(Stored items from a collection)
[Start of section]

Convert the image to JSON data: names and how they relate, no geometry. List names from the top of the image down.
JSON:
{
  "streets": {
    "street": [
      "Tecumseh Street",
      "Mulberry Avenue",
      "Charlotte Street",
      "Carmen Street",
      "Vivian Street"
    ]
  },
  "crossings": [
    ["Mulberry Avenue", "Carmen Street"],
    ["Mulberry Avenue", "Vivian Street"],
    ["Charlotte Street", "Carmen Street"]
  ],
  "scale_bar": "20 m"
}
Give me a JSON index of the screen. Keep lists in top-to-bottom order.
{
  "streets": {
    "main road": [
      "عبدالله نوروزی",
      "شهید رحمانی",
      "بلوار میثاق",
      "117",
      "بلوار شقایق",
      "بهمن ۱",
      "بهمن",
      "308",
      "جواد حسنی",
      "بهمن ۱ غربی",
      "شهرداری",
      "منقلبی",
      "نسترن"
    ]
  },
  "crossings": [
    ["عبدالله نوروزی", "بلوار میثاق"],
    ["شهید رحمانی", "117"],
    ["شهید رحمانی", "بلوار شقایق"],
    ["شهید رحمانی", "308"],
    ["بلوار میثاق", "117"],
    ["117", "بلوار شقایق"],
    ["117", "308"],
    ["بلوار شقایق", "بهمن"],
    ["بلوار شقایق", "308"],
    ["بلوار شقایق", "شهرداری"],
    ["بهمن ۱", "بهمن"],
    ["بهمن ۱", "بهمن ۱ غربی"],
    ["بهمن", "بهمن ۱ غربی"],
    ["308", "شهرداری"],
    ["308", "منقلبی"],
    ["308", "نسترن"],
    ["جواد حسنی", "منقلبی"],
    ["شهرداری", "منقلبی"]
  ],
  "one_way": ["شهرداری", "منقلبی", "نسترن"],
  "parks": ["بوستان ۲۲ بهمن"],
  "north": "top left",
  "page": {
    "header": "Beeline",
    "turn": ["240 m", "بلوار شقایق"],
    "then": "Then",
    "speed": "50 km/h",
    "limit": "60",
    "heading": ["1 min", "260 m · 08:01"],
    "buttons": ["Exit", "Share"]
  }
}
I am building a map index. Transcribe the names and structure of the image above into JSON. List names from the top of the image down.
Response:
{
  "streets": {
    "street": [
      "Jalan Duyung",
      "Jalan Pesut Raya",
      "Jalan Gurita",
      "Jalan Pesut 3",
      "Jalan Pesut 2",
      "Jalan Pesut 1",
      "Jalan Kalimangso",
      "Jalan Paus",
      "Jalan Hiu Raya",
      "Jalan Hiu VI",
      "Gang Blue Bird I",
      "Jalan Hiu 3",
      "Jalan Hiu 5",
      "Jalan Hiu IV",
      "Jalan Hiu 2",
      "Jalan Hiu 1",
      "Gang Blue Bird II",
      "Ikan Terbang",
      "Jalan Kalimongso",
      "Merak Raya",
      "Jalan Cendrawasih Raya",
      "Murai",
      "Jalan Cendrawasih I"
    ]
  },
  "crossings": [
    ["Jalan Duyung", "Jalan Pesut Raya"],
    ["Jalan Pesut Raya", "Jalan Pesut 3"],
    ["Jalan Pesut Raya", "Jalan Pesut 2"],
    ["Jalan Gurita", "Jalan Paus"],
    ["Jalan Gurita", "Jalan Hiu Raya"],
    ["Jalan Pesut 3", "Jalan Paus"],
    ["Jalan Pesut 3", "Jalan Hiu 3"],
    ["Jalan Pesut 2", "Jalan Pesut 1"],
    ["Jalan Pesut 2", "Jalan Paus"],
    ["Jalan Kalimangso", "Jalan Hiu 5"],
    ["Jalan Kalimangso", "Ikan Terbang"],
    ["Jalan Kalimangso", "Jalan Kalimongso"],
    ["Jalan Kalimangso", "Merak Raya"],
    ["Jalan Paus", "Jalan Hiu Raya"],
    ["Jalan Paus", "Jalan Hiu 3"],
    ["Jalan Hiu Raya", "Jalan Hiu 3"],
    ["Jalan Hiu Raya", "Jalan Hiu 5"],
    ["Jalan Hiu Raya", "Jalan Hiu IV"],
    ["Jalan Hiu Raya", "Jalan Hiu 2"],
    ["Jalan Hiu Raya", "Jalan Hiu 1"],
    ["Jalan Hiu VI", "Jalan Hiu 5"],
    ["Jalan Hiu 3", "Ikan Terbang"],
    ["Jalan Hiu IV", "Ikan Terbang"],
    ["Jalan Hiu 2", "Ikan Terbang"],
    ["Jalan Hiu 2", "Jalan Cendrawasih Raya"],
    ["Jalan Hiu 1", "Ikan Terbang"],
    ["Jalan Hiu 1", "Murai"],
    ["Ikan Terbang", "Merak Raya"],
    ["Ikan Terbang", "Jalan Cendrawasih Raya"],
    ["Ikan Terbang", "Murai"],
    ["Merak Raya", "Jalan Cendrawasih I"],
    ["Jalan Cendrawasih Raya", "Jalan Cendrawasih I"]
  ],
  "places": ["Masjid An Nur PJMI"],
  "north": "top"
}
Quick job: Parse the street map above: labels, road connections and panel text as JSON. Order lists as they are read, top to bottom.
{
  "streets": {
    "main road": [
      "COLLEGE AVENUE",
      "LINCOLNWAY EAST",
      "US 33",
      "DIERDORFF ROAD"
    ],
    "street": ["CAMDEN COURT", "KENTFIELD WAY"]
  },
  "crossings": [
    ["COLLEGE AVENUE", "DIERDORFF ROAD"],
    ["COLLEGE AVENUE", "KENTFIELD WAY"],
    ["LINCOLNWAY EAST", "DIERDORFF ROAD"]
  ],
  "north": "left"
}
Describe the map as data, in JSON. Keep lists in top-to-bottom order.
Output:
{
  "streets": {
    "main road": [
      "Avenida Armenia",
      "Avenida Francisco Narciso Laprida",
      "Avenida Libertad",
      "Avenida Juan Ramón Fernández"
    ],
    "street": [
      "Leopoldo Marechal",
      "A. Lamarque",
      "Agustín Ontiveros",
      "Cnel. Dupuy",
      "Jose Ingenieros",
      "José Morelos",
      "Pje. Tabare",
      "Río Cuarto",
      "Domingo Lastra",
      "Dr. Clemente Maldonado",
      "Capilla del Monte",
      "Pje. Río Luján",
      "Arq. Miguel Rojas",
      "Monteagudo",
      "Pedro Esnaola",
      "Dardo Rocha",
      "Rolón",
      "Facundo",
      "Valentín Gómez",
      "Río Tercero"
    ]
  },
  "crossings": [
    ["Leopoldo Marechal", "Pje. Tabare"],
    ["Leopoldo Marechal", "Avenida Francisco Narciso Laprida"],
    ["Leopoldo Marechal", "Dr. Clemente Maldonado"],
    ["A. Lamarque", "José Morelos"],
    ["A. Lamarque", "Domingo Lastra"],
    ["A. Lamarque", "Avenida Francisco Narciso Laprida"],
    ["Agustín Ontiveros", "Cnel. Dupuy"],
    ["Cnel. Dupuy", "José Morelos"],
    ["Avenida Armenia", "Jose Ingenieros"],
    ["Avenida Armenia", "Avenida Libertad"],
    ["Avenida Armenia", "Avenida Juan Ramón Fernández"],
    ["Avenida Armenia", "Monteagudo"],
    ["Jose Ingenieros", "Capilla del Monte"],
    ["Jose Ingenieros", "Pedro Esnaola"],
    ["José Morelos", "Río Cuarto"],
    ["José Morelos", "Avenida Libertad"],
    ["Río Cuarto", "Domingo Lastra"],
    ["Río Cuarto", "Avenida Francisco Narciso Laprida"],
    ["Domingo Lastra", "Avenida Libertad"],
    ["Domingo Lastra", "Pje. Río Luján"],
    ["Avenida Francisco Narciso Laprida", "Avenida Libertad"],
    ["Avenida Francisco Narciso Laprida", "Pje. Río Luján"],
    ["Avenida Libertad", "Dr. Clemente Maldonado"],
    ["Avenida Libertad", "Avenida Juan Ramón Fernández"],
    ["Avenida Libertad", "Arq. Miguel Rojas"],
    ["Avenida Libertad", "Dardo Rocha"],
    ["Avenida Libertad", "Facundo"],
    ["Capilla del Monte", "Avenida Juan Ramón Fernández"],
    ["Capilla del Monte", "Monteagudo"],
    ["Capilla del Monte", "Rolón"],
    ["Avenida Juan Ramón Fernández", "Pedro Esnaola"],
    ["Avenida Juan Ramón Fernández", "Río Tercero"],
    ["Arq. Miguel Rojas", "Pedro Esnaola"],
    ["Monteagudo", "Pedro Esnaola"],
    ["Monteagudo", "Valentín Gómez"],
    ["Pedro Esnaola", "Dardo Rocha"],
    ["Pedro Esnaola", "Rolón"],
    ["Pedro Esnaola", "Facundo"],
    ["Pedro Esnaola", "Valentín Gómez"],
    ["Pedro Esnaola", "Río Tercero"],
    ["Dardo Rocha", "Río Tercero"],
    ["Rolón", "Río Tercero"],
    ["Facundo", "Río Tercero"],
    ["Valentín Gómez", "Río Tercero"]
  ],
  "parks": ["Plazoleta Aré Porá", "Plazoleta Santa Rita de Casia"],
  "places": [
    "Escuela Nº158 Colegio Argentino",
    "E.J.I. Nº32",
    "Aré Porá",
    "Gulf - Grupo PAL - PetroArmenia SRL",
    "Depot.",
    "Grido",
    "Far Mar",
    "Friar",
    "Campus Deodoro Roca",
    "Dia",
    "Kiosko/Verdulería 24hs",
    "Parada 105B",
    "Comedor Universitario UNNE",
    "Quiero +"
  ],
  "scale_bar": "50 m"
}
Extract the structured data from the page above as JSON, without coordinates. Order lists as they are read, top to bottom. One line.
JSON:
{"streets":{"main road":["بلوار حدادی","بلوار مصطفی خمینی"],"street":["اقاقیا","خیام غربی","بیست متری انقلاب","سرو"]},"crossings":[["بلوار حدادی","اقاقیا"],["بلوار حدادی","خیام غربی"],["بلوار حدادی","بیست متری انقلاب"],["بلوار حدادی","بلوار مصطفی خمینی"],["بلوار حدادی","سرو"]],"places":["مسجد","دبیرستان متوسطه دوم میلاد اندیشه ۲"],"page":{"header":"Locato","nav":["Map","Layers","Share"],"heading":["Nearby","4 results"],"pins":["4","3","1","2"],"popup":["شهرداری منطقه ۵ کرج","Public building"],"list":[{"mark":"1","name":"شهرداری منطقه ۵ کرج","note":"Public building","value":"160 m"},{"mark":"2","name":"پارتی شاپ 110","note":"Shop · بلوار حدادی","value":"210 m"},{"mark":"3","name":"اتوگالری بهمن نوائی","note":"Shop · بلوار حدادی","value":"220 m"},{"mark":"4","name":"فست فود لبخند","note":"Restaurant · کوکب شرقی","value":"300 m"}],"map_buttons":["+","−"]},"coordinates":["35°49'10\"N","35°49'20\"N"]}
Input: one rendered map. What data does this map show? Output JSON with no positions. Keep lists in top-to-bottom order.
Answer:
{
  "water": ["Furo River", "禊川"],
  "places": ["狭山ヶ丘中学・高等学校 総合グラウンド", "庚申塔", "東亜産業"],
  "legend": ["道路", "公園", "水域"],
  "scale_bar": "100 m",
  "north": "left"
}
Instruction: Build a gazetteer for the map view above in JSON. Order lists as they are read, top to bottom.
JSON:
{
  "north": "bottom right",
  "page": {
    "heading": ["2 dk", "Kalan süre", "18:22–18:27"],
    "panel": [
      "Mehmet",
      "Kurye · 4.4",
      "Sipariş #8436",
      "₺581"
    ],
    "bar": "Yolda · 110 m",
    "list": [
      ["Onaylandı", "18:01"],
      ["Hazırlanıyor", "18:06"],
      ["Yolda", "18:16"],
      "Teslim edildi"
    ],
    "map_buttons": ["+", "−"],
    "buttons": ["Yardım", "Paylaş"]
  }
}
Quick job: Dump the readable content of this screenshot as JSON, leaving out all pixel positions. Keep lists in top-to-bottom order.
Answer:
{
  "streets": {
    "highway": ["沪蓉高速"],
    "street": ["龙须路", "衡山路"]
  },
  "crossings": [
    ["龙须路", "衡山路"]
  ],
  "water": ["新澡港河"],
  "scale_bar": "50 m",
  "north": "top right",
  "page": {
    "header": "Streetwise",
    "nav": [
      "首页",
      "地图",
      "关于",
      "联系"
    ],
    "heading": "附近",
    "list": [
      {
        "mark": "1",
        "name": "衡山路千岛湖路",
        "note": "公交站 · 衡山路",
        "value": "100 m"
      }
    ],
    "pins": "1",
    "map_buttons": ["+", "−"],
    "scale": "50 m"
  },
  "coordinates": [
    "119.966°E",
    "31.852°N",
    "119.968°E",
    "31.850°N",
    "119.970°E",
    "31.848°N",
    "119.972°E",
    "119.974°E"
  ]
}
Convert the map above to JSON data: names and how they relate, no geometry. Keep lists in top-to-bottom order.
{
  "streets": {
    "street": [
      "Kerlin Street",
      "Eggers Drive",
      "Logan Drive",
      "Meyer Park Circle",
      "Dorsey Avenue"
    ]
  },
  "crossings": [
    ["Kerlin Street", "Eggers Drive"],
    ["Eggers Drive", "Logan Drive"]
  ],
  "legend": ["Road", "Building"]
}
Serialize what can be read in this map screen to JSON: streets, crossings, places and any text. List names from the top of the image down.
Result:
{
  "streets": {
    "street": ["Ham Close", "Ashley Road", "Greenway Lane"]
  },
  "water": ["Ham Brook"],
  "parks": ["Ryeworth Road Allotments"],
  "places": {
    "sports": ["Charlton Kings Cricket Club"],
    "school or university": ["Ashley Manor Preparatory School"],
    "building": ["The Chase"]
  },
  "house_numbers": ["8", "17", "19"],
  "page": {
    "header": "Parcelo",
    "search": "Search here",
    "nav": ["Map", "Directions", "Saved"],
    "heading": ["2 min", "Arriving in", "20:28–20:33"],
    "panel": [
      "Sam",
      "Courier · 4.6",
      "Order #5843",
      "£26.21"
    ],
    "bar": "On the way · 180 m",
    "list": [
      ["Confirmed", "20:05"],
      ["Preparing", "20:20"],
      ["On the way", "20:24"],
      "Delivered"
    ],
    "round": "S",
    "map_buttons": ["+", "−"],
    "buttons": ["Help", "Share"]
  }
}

[End of section]

» **Exercise goal**:
Search the data for the string "Juan" and copy out every line where it is found.

» **Solution for this exercise**:
      "Avenida Juan Ramón Fernández"
    ["Avenida Armenia", "Avenida Juan Ramón Fernández"],
    ["Avenida Libertad", "Avenida Juan Ramón Fernández"],
    ["Capilla del Monte", "Avenida Juan Ramón Fernández"],
    ["Avenida Juan Ramón Fernández", "Pedro Esnaola"],
    ["Avenida Juan Ramón Fernández", "Río Tercero"],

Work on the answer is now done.